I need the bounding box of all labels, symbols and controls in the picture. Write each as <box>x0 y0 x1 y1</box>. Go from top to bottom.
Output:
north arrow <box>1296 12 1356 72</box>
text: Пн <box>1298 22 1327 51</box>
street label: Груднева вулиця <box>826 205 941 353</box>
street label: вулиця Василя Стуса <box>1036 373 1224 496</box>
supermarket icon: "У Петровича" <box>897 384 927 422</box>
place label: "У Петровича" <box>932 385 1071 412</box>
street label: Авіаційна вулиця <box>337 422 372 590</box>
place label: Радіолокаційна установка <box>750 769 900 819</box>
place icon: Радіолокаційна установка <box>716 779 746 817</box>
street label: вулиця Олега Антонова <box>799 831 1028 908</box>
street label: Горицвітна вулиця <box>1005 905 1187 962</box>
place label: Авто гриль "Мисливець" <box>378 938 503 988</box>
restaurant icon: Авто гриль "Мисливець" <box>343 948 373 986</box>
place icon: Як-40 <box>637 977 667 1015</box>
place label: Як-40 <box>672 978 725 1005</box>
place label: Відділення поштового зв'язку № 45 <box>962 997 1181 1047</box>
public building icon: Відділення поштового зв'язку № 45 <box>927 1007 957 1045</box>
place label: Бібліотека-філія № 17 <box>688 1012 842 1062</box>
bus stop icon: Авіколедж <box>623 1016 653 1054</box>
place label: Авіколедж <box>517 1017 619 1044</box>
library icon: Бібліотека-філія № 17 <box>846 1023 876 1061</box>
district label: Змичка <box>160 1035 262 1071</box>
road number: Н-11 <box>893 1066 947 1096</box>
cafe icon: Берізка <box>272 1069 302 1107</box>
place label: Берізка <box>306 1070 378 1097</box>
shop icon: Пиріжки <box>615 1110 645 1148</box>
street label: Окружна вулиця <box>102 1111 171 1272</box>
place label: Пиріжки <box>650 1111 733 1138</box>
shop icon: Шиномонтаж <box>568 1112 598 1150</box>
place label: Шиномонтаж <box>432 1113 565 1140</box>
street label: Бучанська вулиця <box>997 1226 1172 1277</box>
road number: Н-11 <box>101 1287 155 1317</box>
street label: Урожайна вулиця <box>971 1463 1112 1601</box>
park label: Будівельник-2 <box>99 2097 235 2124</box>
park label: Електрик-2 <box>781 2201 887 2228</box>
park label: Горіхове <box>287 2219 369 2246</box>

- [Task] Print every line of the listing shown above, exactly.

- [Task answer]
I need the bounding box of all labels, symbols and controls in the picture. Write each as <box>x0 y0 x1 y1</box>. Go from top to bottom.
Output:
north arrow <box>1296 12 1356 72</box>
text: Пн <box>1298 22 1327 51</box>
street label: Груднева вулиця <box>826 205 941 353</box>
street label: вулиця Василя Стуса <box>1036 373 1224 496</box>
supermarket icon: "У Петровича" <box>897 384 927 422</box>
place label: "У Петровича" <box>932 385 1071 412</box>
street label: Авіаційна вулиця <box>337 422 372 590</box>
place label: Радіолокаційна установка <box>750 769 900 819</box>
place icon: Радіолокаційна установка <box>716 779 746 817</box>
street label: вулиця Олега Антонова <box>799 831 1028 908</box>
street label: Горицвітна вулиця <box>1005 905 1187 962</box>
place label: Авто гриль "Мисливець" <box>378 938 503 988</box>
restaurant icon: Авто гриль "Мисливець" <box>343 948 373 986</box>
place icon: Як-40 <box>637 977 667 1015</box>
place label: Як-40 <box>672 978 725 1005</box>
place label: Відділення поштового зв'язку № 45 <box>962 997 1181 1047</box>
public building icon: Відділення поштового зв'язку № 45 <box>927 1007 957 1045</box>
place label: Бібліотека-філія № 17 <box>688 1012 842 1062</box>
bus stop icon: Авіколедж <box>623 1016 653 1054</box>
place label: Авіколедж <box>517 1017 619 1044</box>
library icon: Бібліотека-філія № 17 <box>846 1023 876 1061</box>
district label: Змичка <box>160 1035 262 1071</box>
road number: Н-11 <box>893 1066 947 1096</box>
cafe icon: Берізка <box>272 1069 302 1107</box>
place label: Берізка <box>306 1070 378 1097</box>
shop icon: Пиріжки <box>615 1110 645 1148</box>
street label: Окружна вулиця <box>102 1111 171 1272</box>
place label: Пиріжки <box>650 1111 733 1138</box>
shop icon: Шиномонтаж <box>568 1112 598 1150</box>
place label: Шиномонтаж <box>432 1113 565 1140</box>
street label: Бучанська вулиця <box>997 1226 1172 1277</box>
road number: Н-11 <box>101 1287 155 1317</box>
street label: Урожайна вулиця <box>971 1463 1112 1601</box>
park label: Будівельник-2 <box>99 2097 235 2124</box>
park label: Електрик-2 <box>781 2201 887 2228</box>
park label: Горіхове <box>287 2219 369 2246</box>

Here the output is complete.